* _RECORDS SHOWN_:

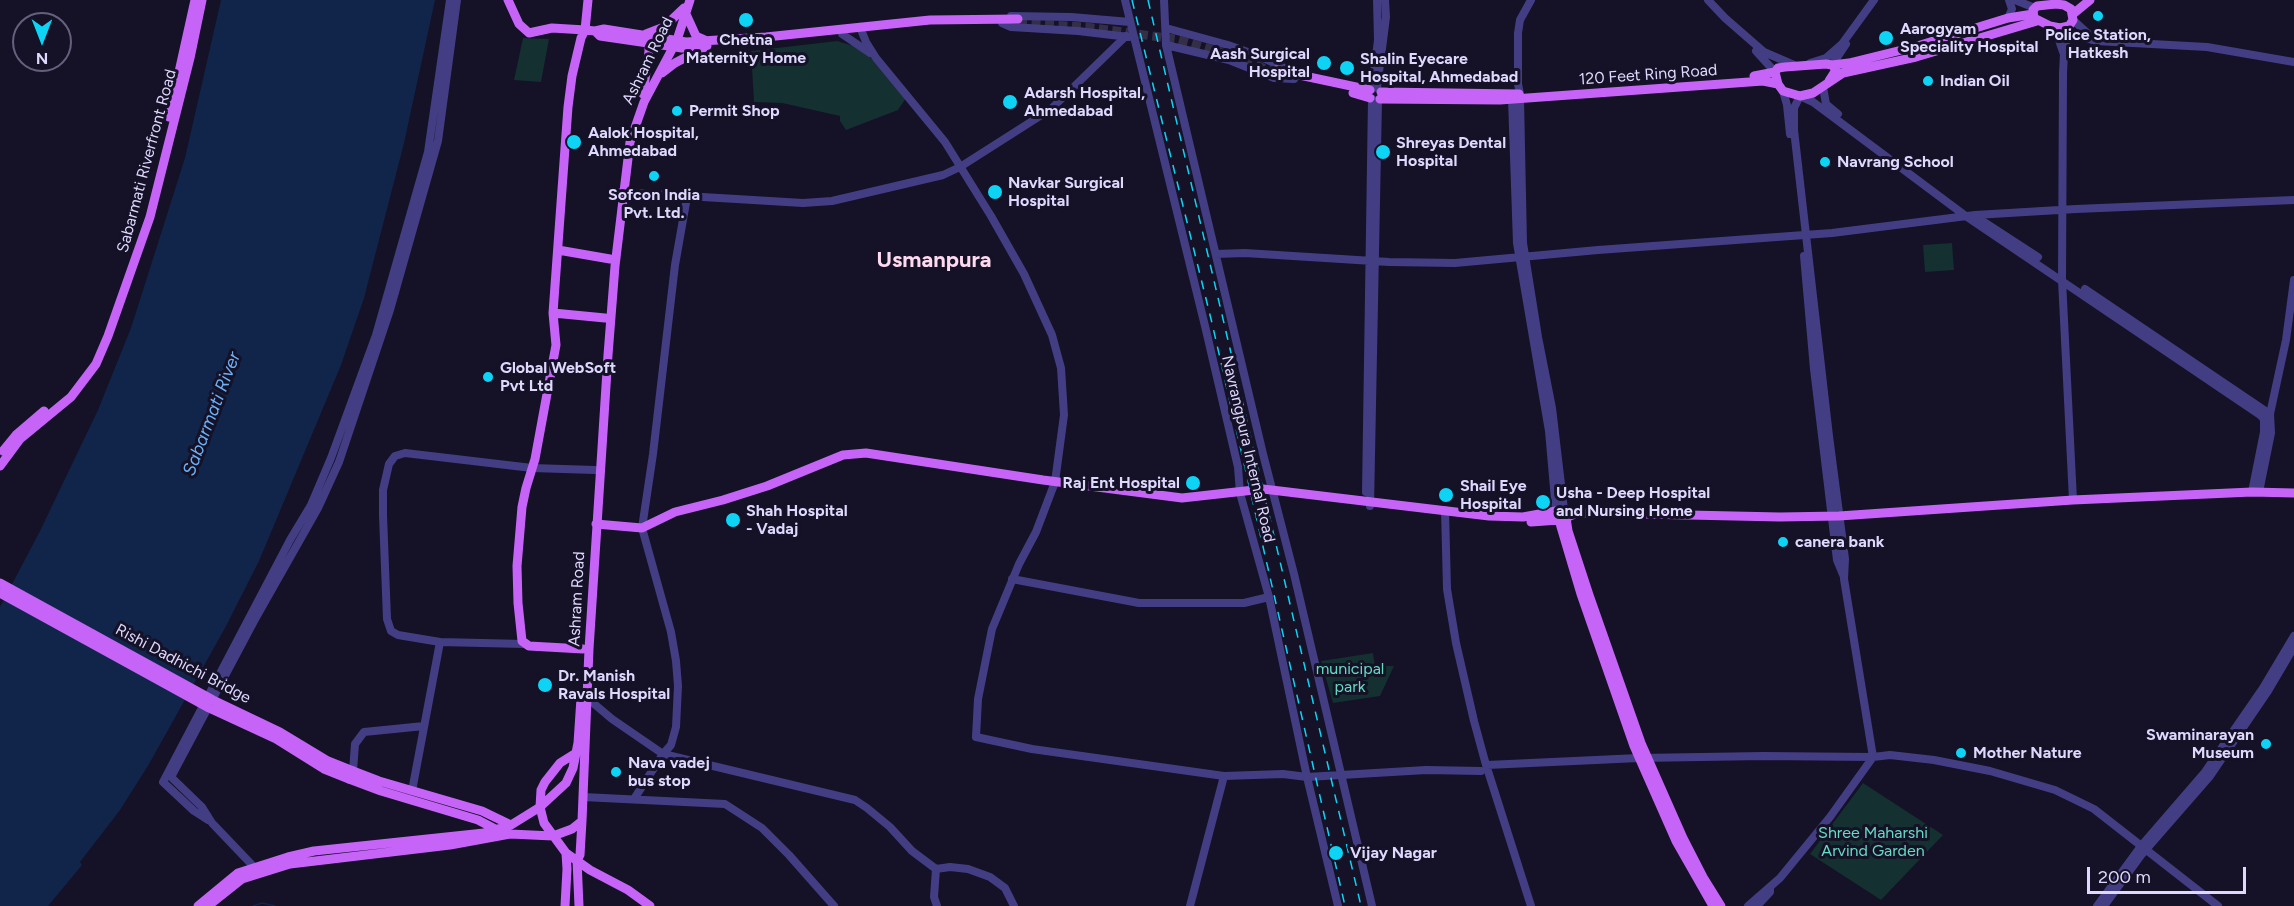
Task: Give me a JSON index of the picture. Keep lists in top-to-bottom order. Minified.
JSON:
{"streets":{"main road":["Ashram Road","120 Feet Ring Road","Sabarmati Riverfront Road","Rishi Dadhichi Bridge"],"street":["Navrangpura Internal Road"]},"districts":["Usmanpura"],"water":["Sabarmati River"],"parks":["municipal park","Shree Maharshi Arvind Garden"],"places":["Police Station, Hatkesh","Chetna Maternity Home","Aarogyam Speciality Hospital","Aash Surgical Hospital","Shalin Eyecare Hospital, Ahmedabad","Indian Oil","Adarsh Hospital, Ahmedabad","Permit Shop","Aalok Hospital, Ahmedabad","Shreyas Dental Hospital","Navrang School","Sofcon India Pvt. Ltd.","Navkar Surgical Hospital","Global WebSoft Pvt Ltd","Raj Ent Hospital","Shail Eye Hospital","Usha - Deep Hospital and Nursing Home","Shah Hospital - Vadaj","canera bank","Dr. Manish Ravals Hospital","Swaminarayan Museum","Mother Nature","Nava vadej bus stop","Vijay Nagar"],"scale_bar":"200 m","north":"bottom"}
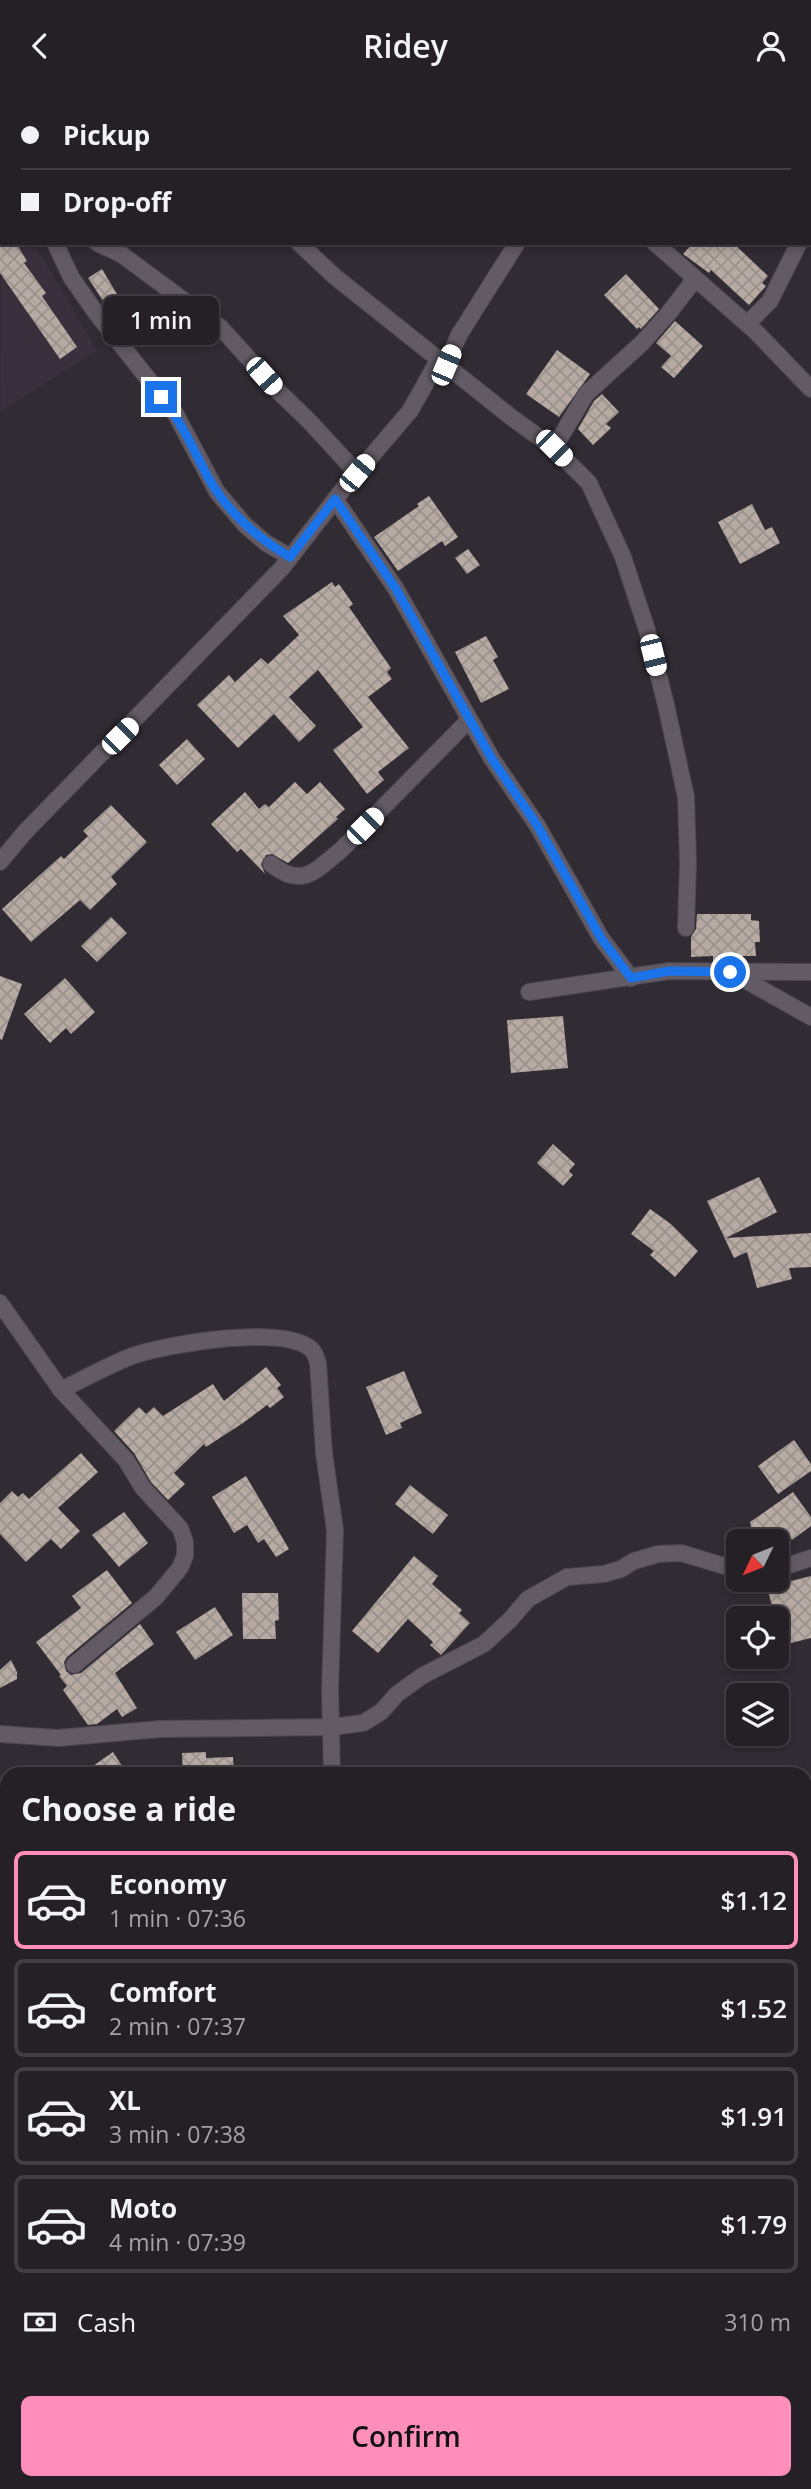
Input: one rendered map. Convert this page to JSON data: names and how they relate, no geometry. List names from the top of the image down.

==

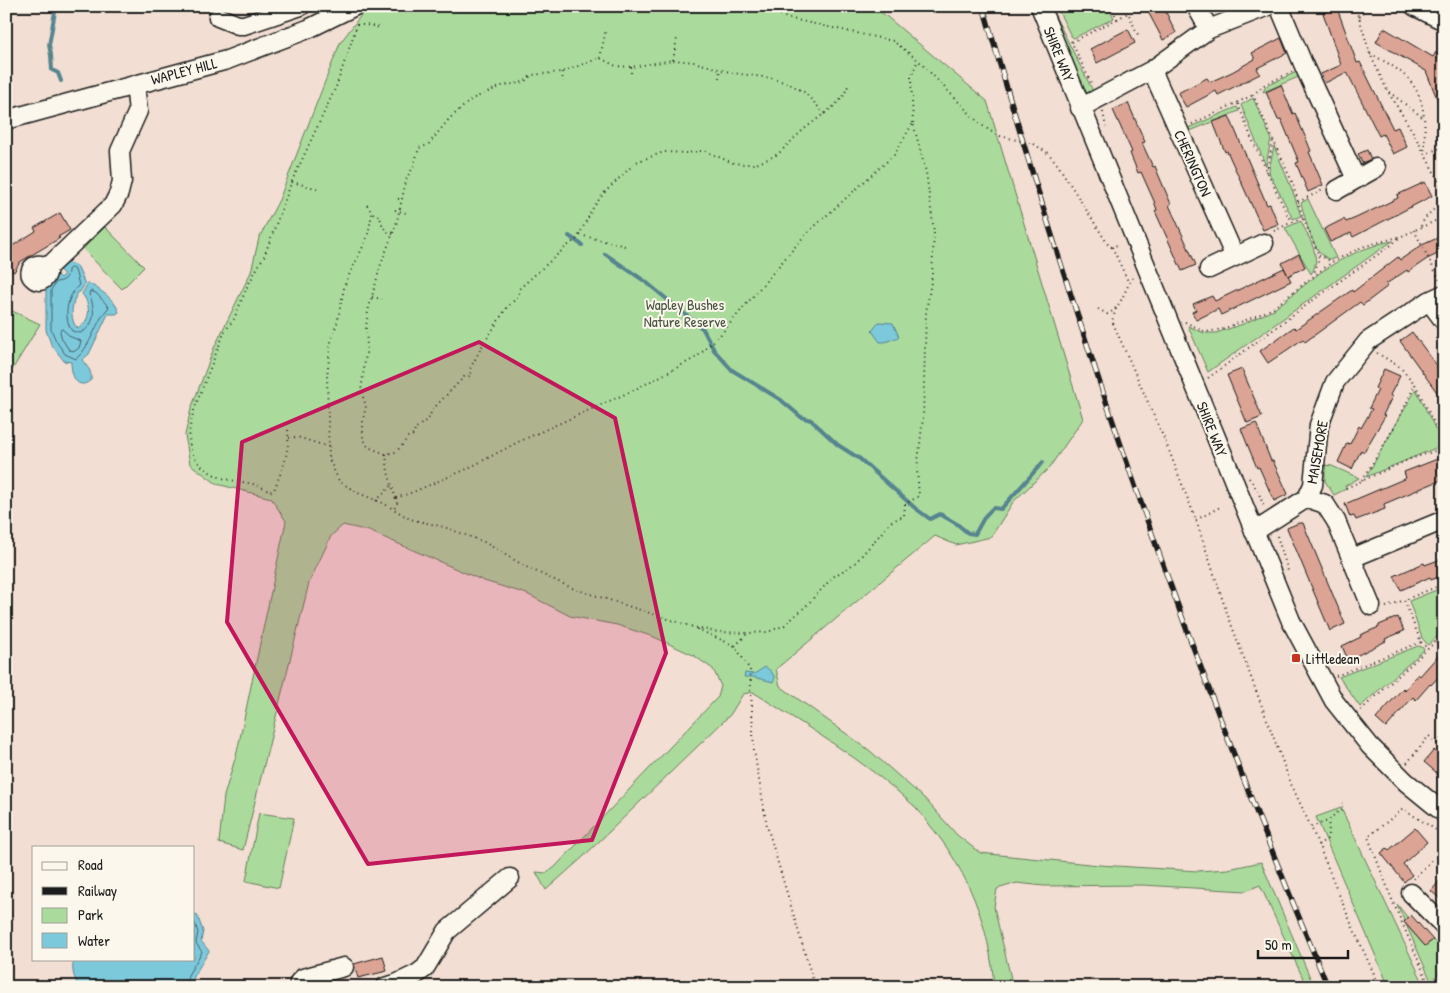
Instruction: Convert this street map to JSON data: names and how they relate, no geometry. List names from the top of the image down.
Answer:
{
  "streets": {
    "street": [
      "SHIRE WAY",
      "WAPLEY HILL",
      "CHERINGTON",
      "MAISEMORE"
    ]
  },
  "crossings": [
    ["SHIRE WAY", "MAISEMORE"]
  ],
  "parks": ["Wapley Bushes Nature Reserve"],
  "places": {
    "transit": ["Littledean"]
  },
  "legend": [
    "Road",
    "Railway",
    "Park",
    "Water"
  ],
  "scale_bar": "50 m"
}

* _PROBLEM_: Above are some entries. Restate word for word the lines from the one holding "Task: Give me" through the one holding "Input: one rendered", but not the pictures.

* _TASK RESPONSE_:
Task: Give me a JSON index of the picture. Keep lists in top-to-bottom order. Minified.
JSON:
{"streets":{"main road":["Ashram Road","120 Feet Ring Road","Sabarmati Riverfront Road","Rishi Dadhichi Bridge"],"street":["Navrangpura Internal Road"]},"districts":["Usmanpura"],"water":["Sabarmati River"],"parks":["municipal park","Shree Maharshi Arvind Garden"],"places":["Police Station, Hatkesh","Chetna Maternity Home","Aarogyam Speciality Hospital","Aash Surgical Hospital","Shalin Eyecare Hospital, Ahmedabad","Indian Oil","Adarsh Hospital, Ahmedabad","Permit Shop","Aalok Hospital, Ahmedabad","Shreyas Dental Hospital","Navrang School","Sofcon India Pvt. Ltd.","Navkar Surgical Hospital","Global WebSoft Pvt Ltd","Raj Ent Hospital","Shail Eye Hospital","Usha - Deep Hospital and Nursing Home","Shah Hospital - Vadaj","canera bank","Dr. Manish Ravals Hospital","Swaminarayan Museum","Mother Nature","Nava vadej bus stop","Vijay Nagar"],"scale_bar":"200 m","north":"bottom"}
Input: one rendered map. Convert this page to JSON data: names and how they relate, no geometry. List names from the top of the image down.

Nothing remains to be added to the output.